WHAT TO DO:
In the records below, find the line with "position:absolute; left:0px; top:397px;" and the line with "position:absolute; left:284px; top:289px;"; return exactly those lines and every line between them.

EXTRACTED ENTRIES:
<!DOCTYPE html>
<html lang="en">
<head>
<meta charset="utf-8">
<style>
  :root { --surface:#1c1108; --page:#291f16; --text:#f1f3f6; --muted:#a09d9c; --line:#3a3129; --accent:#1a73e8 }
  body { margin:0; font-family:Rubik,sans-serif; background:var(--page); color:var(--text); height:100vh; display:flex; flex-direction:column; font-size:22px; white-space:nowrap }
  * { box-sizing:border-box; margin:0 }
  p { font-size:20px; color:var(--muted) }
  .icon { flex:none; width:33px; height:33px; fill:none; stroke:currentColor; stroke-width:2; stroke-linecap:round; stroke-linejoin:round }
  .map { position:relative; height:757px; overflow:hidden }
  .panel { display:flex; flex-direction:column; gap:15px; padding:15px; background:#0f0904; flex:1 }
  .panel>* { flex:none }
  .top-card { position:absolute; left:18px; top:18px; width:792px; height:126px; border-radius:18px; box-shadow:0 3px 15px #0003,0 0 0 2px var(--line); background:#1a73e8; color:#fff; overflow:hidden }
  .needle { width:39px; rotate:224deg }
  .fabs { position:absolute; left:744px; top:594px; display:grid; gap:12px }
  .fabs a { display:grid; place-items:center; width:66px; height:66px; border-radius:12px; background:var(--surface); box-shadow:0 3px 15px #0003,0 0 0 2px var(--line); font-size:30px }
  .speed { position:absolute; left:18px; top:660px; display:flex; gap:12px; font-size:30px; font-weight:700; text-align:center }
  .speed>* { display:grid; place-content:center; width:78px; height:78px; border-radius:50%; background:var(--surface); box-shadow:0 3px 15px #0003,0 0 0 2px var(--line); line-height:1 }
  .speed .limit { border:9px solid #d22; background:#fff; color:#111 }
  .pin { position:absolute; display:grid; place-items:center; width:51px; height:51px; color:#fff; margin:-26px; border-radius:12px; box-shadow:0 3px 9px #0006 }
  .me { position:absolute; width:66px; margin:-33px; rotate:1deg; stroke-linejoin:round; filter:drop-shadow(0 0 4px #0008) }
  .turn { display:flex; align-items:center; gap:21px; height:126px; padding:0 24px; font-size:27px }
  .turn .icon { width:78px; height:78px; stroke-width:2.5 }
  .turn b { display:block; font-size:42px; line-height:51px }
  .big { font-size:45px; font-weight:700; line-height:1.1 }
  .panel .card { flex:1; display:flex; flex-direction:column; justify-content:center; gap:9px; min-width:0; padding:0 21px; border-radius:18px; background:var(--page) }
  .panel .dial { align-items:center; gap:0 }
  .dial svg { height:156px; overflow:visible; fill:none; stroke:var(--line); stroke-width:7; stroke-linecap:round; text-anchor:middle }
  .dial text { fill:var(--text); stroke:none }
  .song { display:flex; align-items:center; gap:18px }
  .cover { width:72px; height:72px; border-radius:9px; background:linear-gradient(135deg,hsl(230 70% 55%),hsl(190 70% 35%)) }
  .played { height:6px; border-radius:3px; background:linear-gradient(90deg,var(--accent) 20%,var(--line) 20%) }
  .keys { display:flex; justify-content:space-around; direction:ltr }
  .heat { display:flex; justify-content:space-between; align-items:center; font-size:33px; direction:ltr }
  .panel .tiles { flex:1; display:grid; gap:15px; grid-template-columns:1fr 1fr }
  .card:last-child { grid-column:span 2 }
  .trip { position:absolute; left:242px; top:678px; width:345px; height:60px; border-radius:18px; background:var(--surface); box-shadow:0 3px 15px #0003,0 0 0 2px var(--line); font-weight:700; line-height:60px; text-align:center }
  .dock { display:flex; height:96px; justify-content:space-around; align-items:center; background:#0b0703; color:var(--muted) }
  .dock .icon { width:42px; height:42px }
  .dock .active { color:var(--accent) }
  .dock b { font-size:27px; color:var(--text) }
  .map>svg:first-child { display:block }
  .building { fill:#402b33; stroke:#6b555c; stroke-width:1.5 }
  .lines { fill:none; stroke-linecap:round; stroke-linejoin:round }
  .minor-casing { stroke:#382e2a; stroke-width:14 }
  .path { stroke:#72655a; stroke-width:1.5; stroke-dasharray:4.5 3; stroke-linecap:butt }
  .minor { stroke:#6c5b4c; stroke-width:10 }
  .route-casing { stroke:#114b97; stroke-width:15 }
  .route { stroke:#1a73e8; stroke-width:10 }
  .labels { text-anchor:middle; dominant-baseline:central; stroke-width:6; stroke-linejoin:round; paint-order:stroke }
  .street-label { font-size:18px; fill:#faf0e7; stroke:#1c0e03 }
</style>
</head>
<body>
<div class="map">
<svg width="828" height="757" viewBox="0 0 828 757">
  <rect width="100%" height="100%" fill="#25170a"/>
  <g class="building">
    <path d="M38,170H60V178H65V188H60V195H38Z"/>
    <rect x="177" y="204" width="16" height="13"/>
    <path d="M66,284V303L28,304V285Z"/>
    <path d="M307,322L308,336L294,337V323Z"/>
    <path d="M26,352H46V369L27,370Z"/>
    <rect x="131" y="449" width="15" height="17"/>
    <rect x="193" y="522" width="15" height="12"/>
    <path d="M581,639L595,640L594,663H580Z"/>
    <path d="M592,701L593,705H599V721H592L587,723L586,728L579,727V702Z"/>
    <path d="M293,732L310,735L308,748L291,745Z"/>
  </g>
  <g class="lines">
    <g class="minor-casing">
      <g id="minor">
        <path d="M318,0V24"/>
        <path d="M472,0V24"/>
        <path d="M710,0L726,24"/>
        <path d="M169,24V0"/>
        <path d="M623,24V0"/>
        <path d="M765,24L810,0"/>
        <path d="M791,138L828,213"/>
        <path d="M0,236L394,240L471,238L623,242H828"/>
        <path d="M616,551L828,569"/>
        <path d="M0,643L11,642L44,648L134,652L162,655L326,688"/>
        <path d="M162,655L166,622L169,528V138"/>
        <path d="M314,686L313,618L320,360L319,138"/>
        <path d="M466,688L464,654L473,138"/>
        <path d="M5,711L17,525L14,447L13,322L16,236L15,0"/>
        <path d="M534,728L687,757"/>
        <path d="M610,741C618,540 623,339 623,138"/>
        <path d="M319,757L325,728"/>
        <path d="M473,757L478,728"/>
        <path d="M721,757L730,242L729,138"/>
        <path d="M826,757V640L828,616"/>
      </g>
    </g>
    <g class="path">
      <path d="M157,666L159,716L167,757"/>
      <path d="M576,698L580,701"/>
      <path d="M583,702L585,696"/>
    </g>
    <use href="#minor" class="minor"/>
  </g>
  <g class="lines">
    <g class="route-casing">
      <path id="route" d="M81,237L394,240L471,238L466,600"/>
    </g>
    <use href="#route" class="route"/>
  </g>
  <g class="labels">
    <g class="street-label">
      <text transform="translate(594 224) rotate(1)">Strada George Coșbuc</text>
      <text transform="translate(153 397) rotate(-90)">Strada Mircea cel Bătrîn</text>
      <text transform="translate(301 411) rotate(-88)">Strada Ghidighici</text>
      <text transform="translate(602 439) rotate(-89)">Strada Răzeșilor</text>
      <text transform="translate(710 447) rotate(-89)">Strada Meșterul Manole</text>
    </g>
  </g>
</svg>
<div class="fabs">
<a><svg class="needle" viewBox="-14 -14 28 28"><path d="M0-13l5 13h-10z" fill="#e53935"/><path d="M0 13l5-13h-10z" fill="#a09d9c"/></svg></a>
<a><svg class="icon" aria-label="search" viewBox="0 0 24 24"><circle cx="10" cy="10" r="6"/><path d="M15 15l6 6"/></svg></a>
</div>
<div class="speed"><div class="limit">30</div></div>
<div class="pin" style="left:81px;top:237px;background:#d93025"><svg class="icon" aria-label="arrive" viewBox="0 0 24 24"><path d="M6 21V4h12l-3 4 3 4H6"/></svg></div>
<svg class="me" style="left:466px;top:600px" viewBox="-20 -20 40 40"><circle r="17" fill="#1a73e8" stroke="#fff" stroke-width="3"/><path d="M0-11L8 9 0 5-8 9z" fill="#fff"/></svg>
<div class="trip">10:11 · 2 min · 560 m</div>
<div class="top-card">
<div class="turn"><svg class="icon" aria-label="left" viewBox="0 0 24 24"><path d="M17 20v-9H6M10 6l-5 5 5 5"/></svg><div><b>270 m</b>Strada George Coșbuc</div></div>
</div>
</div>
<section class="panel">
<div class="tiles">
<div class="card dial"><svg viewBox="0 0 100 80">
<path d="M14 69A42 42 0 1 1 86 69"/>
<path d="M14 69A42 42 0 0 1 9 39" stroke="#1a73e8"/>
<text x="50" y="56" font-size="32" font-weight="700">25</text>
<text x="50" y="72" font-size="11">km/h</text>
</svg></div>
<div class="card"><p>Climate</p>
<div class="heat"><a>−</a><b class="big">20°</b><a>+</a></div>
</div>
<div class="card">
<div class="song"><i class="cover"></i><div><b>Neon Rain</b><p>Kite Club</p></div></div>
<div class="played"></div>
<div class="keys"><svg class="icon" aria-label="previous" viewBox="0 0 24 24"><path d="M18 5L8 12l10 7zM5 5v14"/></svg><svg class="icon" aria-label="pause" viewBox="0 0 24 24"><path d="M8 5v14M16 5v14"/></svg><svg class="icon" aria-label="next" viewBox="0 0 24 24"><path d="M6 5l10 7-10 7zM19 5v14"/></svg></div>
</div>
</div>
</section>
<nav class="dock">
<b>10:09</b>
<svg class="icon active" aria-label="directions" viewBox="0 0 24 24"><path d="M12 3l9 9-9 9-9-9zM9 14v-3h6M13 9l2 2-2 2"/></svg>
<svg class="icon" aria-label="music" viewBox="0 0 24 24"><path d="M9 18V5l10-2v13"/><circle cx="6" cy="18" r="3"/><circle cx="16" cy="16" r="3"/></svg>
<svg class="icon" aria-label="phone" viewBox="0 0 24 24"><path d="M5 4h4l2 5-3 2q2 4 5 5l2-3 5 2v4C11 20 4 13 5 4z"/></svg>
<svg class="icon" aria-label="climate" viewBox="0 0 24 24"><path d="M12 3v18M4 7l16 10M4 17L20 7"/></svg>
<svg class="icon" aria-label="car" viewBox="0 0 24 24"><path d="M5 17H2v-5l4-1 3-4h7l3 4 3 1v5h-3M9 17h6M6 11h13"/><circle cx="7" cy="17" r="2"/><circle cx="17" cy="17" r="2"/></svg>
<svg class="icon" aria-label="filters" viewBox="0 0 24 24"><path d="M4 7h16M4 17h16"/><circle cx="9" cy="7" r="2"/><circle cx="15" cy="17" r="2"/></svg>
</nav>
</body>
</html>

* * *

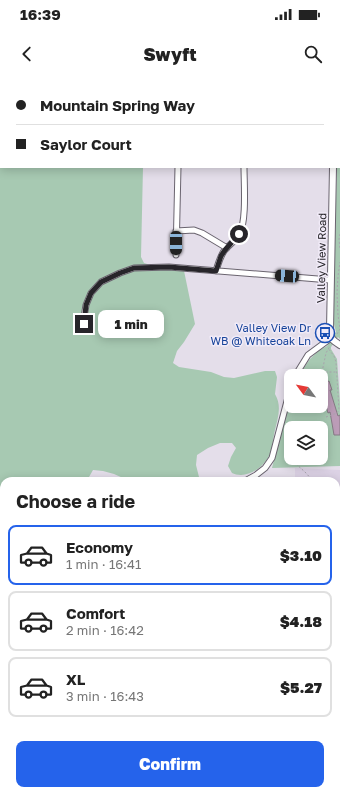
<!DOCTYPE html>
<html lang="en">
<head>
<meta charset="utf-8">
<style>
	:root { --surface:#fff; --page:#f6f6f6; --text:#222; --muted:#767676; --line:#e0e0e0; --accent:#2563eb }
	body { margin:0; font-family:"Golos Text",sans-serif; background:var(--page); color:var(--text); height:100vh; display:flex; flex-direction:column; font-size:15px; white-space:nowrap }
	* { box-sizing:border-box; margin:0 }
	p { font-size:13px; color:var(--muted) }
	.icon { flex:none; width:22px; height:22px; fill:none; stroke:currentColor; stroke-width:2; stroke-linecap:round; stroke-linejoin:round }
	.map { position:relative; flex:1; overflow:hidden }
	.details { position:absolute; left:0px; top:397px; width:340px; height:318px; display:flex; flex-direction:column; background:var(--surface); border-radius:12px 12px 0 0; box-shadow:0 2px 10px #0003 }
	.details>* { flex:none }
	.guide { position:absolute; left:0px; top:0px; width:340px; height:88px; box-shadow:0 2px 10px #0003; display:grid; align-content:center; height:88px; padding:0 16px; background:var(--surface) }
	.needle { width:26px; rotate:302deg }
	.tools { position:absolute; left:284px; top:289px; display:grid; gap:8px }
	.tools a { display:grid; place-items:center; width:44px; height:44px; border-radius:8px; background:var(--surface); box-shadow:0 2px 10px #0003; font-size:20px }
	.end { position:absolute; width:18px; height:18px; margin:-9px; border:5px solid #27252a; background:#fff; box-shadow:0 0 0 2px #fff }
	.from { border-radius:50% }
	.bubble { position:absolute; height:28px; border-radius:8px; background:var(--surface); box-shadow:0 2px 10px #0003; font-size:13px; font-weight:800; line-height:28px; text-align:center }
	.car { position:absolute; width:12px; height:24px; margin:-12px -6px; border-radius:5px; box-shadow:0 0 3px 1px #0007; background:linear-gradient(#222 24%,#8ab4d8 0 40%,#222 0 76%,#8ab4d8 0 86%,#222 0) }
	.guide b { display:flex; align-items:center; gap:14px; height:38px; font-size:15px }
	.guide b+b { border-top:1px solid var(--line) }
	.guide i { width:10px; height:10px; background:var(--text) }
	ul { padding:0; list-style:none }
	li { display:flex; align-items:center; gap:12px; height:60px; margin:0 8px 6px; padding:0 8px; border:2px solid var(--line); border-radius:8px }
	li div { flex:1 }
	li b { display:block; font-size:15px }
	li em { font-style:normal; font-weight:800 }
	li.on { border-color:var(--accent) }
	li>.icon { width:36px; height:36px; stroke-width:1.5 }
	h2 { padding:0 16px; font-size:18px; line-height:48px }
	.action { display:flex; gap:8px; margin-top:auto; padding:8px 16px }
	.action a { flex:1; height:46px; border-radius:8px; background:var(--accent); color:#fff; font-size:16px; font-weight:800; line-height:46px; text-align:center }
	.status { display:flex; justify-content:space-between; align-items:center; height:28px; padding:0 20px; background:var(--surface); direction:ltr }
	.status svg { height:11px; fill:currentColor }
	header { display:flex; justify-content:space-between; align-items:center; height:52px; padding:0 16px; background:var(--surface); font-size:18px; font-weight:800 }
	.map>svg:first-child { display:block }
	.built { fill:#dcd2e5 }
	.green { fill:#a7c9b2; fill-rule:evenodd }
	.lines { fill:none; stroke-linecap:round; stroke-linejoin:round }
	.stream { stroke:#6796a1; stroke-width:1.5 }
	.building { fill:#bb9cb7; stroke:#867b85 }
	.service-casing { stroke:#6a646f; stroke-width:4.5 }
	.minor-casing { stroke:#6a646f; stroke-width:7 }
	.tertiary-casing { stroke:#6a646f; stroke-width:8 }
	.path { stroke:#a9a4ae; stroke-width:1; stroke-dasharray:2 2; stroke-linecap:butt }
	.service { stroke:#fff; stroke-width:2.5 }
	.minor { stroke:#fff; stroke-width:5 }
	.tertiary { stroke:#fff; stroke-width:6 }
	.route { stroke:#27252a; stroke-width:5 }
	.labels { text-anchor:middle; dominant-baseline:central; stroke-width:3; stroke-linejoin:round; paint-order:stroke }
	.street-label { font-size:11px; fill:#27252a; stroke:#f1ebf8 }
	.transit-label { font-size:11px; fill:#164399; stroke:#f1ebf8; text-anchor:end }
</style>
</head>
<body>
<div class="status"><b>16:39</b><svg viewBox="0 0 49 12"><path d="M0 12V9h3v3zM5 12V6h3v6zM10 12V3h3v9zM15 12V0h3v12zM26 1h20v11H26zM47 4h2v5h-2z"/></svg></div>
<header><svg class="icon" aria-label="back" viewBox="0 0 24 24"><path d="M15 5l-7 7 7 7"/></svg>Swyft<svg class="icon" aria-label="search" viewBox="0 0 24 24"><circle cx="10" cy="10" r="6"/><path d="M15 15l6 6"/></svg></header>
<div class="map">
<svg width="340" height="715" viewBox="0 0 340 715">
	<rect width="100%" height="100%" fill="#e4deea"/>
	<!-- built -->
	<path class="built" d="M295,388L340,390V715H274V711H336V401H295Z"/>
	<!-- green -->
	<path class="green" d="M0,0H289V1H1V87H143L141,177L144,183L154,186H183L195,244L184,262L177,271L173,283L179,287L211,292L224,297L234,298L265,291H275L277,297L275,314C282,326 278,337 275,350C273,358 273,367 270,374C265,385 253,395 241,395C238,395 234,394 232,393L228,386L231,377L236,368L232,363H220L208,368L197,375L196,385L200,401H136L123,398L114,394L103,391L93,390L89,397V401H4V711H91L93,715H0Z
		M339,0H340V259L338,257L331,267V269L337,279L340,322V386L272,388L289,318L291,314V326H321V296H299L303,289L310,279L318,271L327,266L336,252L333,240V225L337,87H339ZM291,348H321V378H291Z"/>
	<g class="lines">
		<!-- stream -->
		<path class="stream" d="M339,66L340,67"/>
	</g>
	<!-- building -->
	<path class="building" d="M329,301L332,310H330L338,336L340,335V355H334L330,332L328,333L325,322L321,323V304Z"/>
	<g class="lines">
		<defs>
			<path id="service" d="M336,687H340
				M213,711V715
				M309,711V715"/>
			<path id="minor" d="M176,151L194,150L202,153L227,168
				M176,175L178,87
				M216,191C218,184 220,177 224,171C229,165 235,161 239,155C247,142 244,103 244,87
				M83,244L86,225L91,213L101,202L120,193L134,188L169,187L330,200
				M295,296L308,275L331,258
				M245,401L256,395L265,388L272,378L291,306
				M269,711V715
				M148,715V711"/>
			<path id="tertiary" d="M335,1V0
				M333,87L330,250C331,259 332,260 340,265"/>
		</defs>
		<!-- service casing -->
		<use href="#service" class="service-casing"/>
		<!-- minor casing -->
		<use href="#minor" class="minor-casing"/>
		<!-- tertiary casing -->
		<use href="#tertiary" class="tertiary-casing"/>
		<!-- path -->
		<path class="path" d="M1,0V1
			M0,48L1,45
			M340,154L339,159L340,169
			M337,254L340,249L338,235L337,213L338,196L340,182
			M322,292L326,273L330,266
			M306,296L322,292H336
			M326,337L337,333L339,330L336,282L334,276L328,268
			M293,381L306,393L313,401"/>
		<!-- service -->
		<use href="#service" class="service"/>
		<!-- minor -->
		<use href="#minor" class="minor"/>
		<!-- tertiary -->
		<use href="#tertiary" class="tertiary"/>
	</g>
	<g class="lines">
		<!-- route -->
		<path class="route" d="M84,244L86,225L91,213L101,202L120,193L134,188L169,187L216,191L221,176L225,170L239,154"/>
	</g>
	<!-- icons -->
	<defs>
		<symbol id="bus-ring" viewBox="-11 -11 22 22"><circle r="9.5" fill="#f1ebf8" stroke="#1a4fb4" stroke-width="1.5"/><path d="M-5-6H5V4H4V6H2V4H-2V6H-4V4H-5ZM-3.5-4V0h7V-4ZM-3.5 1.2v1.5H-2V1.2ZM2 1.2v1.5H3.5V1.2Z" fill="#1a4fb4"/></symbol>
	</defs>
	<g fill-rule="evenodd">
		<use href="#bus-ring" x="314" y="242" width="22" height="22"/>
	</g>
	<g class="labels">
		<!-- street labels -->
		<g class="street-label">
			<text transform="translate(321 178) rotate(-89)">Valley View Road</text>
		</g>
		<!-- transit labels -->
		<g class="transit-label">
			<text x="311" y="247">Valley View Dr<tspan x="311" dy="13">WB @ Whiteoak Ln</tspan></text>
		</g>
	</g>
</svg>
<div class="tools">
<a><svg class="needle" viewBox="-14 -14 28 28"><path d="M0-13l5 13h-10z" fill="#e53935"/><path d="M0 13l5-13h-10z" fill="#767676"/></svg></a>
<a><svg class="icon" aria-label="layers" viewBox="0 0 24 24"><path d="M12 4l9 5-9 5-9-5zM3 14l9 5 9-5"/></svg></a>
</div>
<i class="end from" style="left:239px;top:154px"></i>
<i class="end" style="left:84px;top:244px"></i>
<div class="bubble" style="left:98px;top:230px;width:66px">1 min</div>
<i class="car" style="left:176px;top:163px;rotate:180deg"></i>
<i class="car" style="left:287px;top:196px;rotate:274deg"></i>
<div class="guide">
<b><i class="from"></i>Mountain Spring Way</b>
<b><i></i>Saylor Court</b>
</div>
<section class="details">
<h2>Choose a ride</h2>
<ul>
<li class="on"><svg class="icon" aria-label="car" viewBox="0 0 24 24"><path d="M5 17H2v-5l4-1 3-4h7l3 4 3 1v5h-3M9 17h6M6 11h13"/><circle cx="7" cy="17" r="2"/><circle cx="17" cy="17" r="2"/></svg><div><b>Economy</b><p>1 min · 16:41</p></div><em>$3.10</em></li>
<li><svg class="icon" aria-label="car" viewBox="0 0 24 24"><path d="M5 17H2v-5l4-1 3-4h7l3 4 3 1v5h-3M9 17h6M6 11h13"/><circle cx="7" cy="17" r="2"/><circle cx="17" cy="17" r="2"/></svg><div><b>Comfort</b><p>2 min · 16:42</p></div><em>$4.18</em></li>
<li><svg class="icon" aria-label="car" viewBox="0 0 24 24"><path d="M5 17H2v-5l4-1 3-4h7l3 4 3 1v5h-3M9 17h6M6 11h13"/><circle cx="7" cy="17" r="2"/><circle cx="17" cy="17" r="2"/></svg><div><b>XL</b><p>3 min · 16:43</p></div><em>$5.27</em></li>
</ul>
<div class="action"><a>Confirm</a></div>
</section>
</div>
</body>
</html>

SOLUTION:
	.details { position:absolute; left:0px; top:397px; width:340px; height:318px; display:flex; flex-direction:column; background:var(--surface); border-radius:12px 12px 0 0; box-shadow:0 2px 10px #0003 }
	.details>* { flex:none }
	.guide { position:absolute; left:0px; top:0px; width:340px; height:88px; box-shadow:0 2px 10px #0003; display:grid; align-content:center; height:88px; padding:0 16px; background:var(--surface) }
	.needle { width:26px; rotate:302deg }
	.tools { position:absolute; left:284px; top:289px; display:grid; gap:8px }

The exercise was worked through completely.